TRIBUNAL DE JUSTIÇA DO ESTADO DE SÃO PAULO

. Registro: 2020.0000684518

ACÓRDÃO

Vistos, relatados e discutidos estes autos de Apelação Cível nº XXXXX-45.2020.8.26.0071, da Comarca de Bauru, em que é apelante LEONOR CORACINI DA SILVA, é apelado BANCO DO BRASIL S/A.

ACORDAM , em sessão permanente e virtual da 22ª Câmara de Direito Privado do Tribunal de Justiça de São Paulo, proferir a seguinte decisão: Por maioria de votos. Deram provimento ao recurso. Vencidos o 3º juiz, que declara, e o 4º juiz. , de conformidade com o voto do relator, que integra este acórdão.

O julgamento teve a participação dos Desembargadores CAMPOS MELLO (Presidente), ALBERTO GOSSON, MATHEUS FONTES E ROBERTO MAC CRACKEN.

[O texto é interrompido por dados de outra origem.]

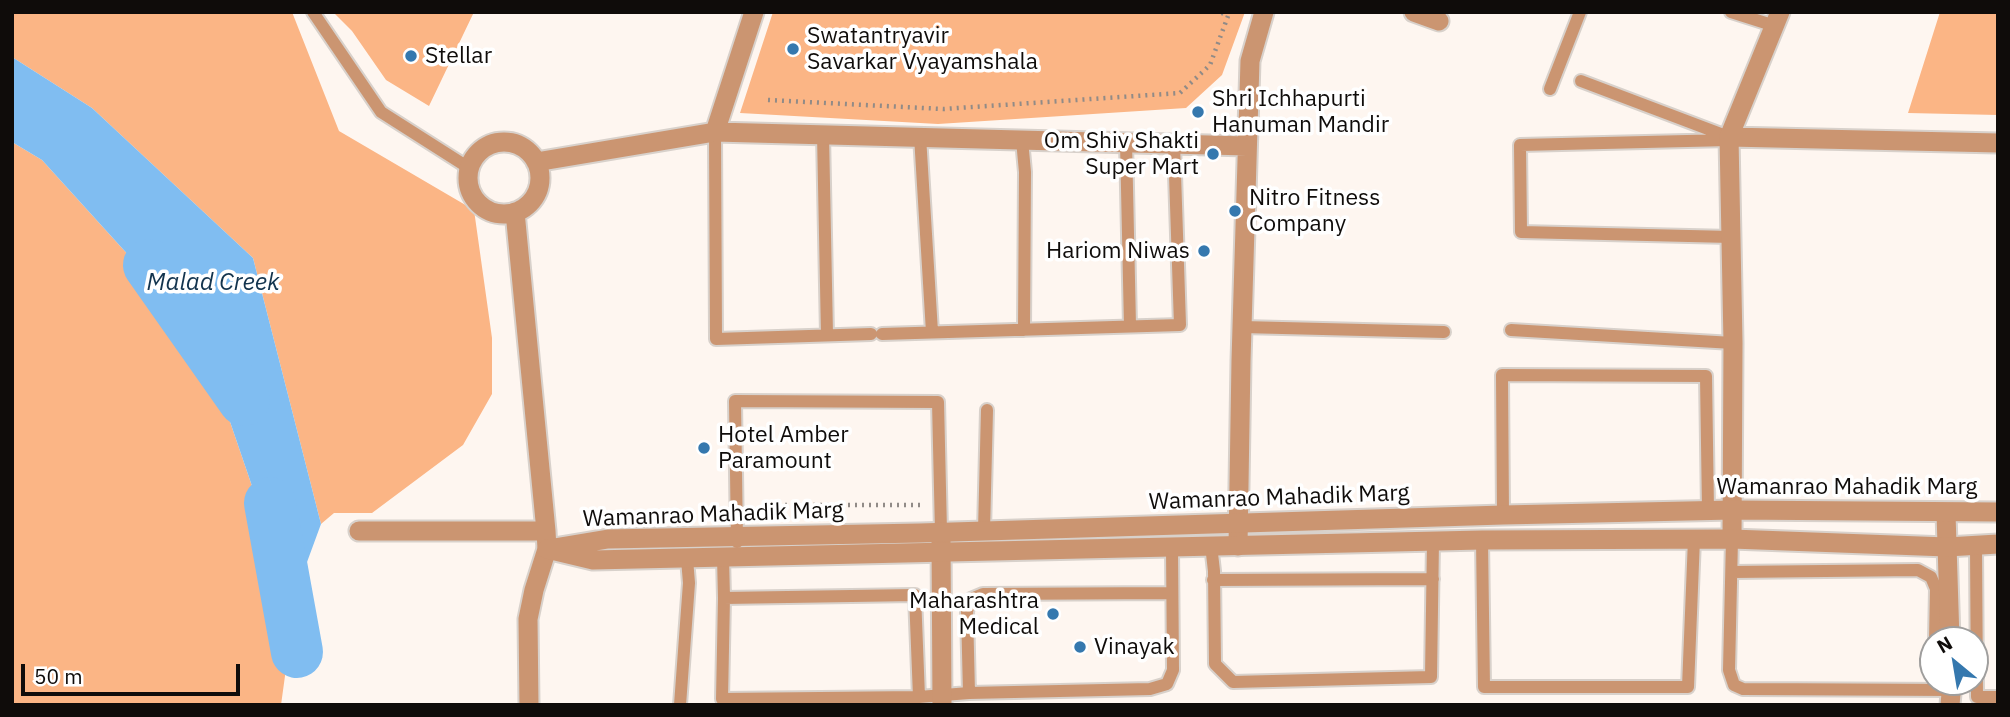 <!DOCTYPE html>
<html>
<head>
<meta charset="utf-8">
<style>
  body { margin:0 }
  #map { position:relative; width:2010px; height:717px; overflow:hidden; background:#fef6f0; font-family:"IBM Plex Sans",sans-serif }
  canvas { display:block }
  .frame { position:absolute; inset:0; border:14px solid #0f0c0a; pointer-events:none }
  .north { position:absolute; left:1919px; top:626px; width:70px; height:70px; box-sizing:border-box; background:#fff; border:2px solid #9f9e9d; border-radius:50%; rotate:330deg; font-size:19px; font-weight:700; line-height:28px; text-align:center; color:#0f0c0a }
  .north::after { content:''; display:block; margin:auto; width:24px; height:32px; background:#3578ae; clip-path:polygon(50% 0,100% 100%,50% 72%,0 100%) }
  .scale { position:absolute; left:21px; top:664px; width:219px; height:32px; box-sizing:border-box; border:4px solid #0f0c0a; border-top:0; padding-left:9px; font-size:21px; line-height:24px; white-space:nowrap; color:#0f0c0a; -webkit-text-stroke:5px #fff; paint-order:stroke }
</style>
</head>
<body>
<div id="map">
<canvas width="2010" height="717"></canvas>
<div class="frame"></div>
<div class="north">N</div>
<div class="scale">50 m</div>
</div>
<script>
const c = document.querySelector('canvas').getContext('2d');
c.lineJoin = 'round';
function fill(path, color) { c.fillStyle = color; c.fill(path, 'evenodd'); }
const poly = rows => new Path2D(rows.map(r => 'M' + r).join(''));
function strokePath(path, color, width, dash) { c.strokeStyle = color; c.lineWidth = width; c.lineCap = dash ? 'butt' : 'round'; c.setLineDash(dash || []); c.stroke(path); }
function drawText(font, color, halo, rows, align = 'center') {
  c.font = font + ' "IBM Plex Sans",sans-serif'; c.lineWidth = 7; c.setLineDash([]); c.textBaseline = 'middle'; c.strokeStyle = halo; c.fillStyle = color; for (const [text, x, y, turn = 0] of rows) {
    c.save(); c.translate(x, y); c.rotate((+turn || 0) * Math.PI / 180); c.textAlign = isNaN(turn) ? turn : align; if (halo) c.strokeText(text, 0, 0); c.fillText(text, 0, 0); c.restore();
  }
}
fill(poly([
  [12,12,292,12,339,131,474,210,492,338,492,394,463,445,372,513,334,513,321,524,253,258,92,108,12,57],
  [333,12,474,12,429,106,386,80,352,31],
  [773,12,1245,12,1222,75,1186,108,938,124,740,113],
  [1940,12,1998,12,1998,115,1908,113],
  [12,142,42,160,200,334,292,603,292,625,281,705,12,705]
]), '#fbb585');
fill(poly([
  [12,57,92,108,253,258,321,524,292,603,200,334,42,160,12,142]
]), '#80bdf1');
strokePath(poly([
  [149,265,244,400],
  [270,503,297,652]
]), '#80bdf1', 52);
const service = poly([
  [313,12,381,112,469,168],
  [1731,12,1775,26],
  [1581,81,1729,137],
  [1550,89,1580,12],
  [715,132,716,339,871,334],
  [823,134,827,335],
  [920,136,932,332],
  [1022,140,1025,172,1024,330],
  [1729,140,1520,145,1521,232,1731,237],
  [1126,142,1130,326],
  [1242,327,1444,332],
  [1511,330,1733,343],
  [882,334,1180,325,1174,144],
  [1503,515,1502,375,1706,376,1708,510],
  [984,531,987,410],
  [1732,539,1729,670,1734,685,1743,689,1952,690],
  [1482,540,1484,687,1688,687,1694,539],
  [737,542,735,401,938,402,941,532],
  [1211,545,1214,571,1215,664,1233,682,1431,677,1433,541],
  [1976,546,1977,697,1998,697],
  [723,557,724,598,722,699,919,697,969,693,1150,689,1167,684,1173,670,1172,548],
  [1732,572,1918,570,1931,577,1936,589,1935,640],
  [1213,580,1433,579],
  [724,598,915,595,919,697],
  [969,693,967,611,971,599,983,594,1172,593],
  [680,705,689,583,687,559]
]);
const minor = poly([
  [1414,12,1439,21],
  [715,132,754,12],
  [1729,137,1998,143],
  '468 178a36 36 0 1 1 72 0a36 36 0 1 1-72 0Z',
  [536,162,715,132,1247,146],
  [515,212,546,531,547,549,534,590,528,619,529,705],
  [1946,513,1950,640],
  [359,531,546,531],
  [941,538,942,705],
  [1732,539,1733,343,1729,137,1780,12],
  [1238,546,1241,361,1250,61,1264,12],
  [1950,705,1952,682]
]);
const tertiary = poly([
  [554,548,608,539,920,533,1503,515,1733,510,1998,512],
  [547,549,593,560,1482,540,1732,539,1947,547,1998,544]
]);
strokePath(service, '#d8d1cb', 16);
strokePath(minor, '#d8d1cb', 23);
strokePath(tertiary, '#d8d1cb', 23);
strokePath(poly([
  [768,100,943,109,1180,93,1210,65,1228,16,1220,12],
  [764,505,920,505]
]), '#918b87', 4.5, [2, 5]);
strokePath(service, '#cb9571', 12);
strokePath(minor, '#cb9571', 19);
strokePath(tertiary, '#cb9571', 19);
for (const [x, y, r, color] of [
  [793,49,7,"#3578ae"],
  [411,56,7,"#3578ae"],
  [1198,112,7,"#3578ae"],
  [1213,154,7,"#3578ae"],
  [1235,211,7,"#3578ae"],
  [1204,251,7,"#3578ae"],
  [704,448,7,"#3578ae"],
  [1053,614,7,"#3578ae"],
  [1080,647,7,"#3578ae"]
]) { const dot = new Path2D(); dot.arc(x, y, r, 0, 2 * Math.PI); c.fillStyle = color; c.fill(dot); strokePath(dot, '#fff', 2.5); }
drawText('23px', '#0f0c0a', '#fff', [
  ["Swatantryavir",807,36],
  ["Savarkar Vyayamshala",807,62],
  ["Stellar",425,56],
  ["Shri Ichhapurti",1212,99],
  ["Hanuman Mandir",1212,125],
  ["Om Shiv Shakti",1199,141,"right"],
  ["Super Mart",1199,167,"right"],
  ["Nitro Fitness",1249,198],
  ["Company",1249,224],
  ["Hariom Niwas",1190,251,"right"],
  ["Hotel Amber",718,435],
  ["Paramount",718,461],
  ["Maharashtra",1039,601,"right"],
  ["Medical",1039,627,"right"],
  ["Vinayak",1094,647]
], 'left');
drawText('23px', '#0f0c0a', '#fff', [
  ["Wamanrao Mahadik Marg",1847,487],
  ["Wamanrao Mahadik Marg",1279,498,-2],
  ["Wamanrao Mahadik Marg",713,515,-2]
]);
drawText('italic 24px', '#13344e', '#fff', [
  ["Malad Creek",213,283]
]);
</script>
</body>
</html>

São Paulo, 26 de agosto de 2020.

EDGARD ROSA

RELATOR

Assinatura Eletrônica

PODER JUDICIÁRIO

TRIBUNAL DE JUSTIÇA DO ESTADO DE SÃO PAULO

APELAÇÃO CÍVEL Nº XXXXX-45.2020.8.26.0071 - VOTO Nº 29.725

APELANTE: LEONOR CORACINI DA SILVA

APELADO: BANCO DO BRASIL S/A

COMARCA DE BAURU - 4ª VARA CÍVEL

MM. JUIZ DE DIREITO: ARTHUR DE PAULA GONÇALVES

APELAÇÃO. AÇÃO DECLARATÓRIA DE NULIDADE FIANÇA PRESTADA PELO CÔNJUGE. FALTA DE OUTORGA UXÓRIA. NULIDADE. SÚMULA 332 DO E. SUPERIOR TRIBUNAL DE JUSTIÇA.

A falta de outorga uxória acarreta a nulidade da garantia, nos termos do artigo 1.647, III, c.c. o artigo 1.649, ambos do Código Civil. Fiador que constou como solteiro, no instrumento particular confeccionado pela instituição financeira. Impossibilidade de presumir a má-fé do fiador. Credor que nada elucidou sobre a apuração cadastral que promoveu, na época do contrato. Hipótese em que não há mitigação da Súmula 332 do egrégio Superior Tribunal de Justiça. Nulidade integral da fiança.

-- RECURSO PROVIDO.

1) Trata-se de tempestiva apelação (fls. 169/174),

isenta de preparo, interposta contra a respeitável sentença de fls.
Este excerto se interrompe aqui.